=== Begin Enclosure ===

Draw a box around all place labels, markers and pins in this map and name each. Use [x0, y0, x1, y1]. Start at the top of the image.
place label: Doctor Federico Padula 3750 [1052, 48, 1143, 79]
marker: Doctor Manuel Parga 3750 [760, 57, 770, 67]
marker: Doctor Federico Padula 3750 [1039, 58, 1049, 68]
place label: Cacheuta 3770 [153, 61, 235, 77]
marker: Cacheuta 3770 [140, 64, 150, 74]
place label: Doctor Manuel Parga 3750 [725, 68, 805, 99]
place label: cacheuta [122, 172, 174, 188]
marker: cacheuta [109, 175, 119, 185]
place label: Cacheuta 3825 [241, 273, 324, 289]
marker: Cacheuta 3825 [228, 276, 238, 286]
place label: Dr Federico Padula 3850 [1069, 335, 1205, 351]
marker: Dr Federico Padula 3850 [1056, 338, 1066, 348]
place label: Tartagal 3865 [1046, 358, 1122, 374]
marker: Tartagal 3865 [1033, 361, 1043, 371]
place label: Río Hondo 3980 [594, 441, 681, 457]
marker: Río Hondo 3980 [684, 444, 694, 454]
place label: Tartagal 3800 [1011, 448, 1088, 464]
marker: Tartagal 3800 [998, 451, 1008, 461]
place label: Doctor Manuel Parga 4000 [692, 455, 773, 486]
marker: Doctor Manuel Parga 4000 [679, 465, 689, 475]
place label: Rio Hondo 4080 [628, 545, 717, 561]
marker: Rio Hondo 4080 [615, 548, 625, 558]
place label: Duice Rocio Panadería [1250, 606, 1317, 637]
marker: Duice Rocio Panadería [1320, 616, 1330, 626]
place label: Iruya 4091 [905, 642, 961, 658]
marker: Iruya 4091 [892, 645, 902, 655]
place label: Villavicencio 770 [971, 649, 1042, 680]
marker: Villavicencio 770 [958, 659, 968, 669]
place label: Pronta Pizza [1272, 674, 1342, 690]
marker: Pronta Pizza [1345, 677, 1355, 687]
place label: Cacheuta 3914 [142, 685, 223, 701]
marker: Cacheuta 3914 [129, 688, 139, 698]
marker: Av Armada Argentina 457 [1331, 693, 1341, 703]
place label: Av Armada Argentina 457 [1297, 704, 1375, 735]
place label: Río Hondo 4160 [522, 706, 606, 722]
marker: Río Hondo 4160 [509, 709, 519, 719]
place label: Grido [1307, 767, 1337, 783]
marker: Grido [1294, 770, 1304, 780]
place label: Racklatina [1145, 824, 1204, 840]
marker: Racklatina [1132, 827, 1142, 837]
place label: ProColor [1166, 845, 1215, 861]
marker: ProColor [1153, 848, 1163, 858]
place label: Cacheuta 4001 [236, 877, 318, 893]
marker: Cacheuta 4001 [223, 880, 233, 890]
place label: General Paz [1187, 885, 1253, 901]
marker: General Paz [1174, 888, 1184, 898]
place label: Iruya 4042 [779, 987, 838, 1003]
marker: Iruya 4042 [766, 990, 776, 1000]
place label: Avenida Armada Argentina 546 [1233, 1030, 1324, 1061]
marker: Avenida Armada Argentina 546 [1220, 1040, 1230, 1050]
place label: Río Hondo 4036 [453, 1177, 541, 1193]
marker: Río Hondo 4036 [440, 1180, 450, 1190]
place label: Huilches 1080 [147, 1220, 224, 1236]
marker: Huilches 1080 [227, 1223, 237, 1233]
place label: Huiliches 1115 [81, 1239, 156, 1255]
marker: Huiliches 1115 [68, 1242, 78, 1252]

=== End Enclosure ===

_Exercise_. Scan the records above and show every line in which the word "Huiliches" occurs.

_Solution_.
place label: Huiliches 1115 [81, 1239, 156, 1255]
marker: Huiliches 1115 [68, 1242, 78, 1252]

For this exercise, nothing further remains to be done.